Source data Block Start

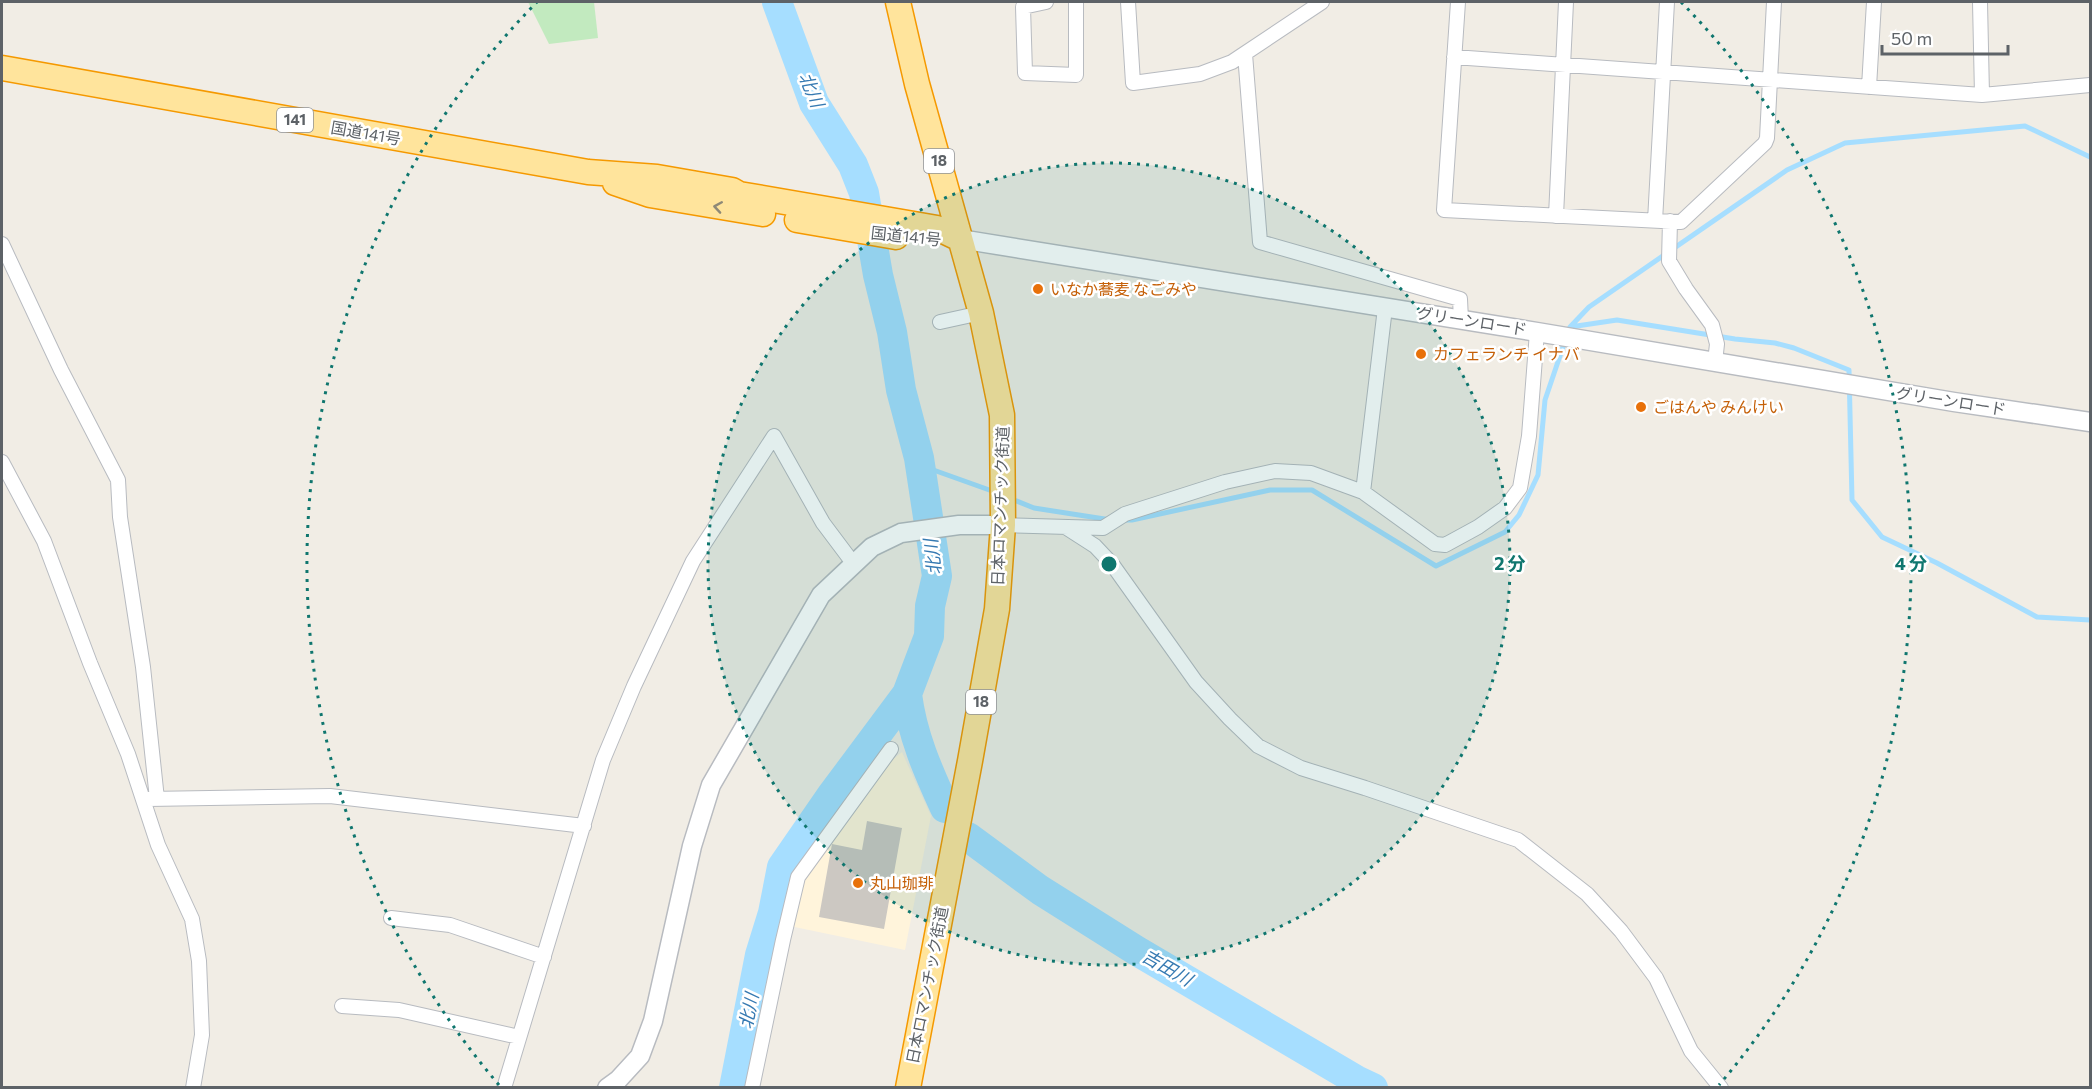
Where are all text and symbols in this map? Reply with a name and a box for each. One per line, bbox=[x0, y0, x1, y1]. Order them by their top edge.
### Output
scale bar bbox=[1882, 18, 2008, 56]
text: 50 m bbox=[1891, 27, 1932, 49]
water label: 北川 bbox=[795, 69, 830, 112]
road number: 141 bbox=[277, 108, 313, 132]
street label: 国道141号 bbox=[330, 117, 403, 148]
road number: 18 bbox=[924, 149, 954, 173]
one-way arrow bbox=[713, 201, 722, 213]
street label: 国道141号 bbox=[870, 222, 942, 249]
place label: いなか蕎麦 なごみや bbox=[1050, 279, 1197, 298]
marker: いなか蕎麦 なごみや bbox=[1031, 282, 1045, 296]
street label: グリーンロード bbox=[1416, 302, 1528, 339]
place label: カフェランチ イナバ bbox=[1433, 344, 1580, 363]
marker: カフェランチ イナバ bbox=[1414, 347, 1428, 361]
street label: グリーンロード bbox=[1895, 382, 2007, 419]
place label: ごはんや みんけい bbox=[1653, 397, 1784, 416]
marker: ごはんや みんけい bbox=[1634, 400, 1648, 414]
street label: 日本ロマンチック街道 bbox=[987, 426, 1012, 586]
water label: 北川 bbox=[919, 536, 945, 576]
text: 2 分 bbox=[1494, 552, 1526, 574]
text: 4 分 bbox=[1895, 552, 1927, 574]
centre of rings bbox=[1099, 554, 1119, 574]
road number: 18 bbox=[966, 690, 996, 714]
place label: 丸山珈琲 bbox=[870, 873, 934, 892]
marker: 丸山珈琲 bbox=[851, 876, 865, 890]
street label: 日本ロマンチック街道 bbox=[902, 905, 951, 1065]
water label: 吉田川 bbox=[1139, 944, 1198, 991]
water label: 北川 bbox=[734, 989, 763, 1031]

Source data Block End

## Assigned task:
Please set down every line of the data above precisely, dropping the images.

## Reply to the exercise:
Where are all text and symbols in this map? Reply with a name and a box for each. One per line, bbox=[x0, y0, x1, y1]. Order them by their top edge.
### Output
scale bar bbox=[1882, 18, 2008, 56]
text: 50 m bbox=[1891, 27, 1932, 49]
water label: 北川 bbox=[795, 69, 830, 112]
road number: 141 bbox=[277, 108, 313, 132]
street label: 国道141号 bbox=[330, 117, 403, 148]
road number: 18 bbox=[924, 149, 954, 173]
one-way arrow bbox=[713, 201, 722, 213]
street label: 国道141号 bbox=[870, 222, 942, 249]
place label: いなか蕎麦 なごみや bbox=[1050, 279, 1197, 298]
marker: いなか蕎麦 なごみや bbox=[1031, 282, 1045, 296]
street label: グリーンロード bbox=[1416, 302, 1528, 339]
place label: カフェランチ イナバ bbox=[1433, 344, 1580, 363]
marker: カフェランチ イナバ bbox=[1414, 347, 1428, 361]
street label: グリーンロード bbox=[1895, 382, 2007, 419]
place label: ごはんや みんけい bbox=[1653, 397, 1784, 416]
marker: ごはんや みんけい bbox=[1634, 400, 1648, 414]
street label: 日本ロマンチック街道 bbox=[987, 426, 1012, 586]
water label: 北川 bbox=[919, 536, 945, 576]
text: 2 分 bbox=[1494, 552, 1526, 574]
text: 4 分 bbox=[1895, 552, 1927, 574]
centre of rings bbox=[1099, 554, 1119, 574]
road number: 18 bbox=[966, 690, 996, 714]
place label: 丸山珈琲 bbox=[870, 873, 934, 892]
marker: 丸山珈琲 bbox=[851, 876, 865, 890]
street label: 日本ロマンチック街道 bbox=[902, 905, 951, 1065]
water label: 吉田川 bbox=[1139, 944, 1198, 991]
water label: 北川 bbox=[734, 989, 763, 1031]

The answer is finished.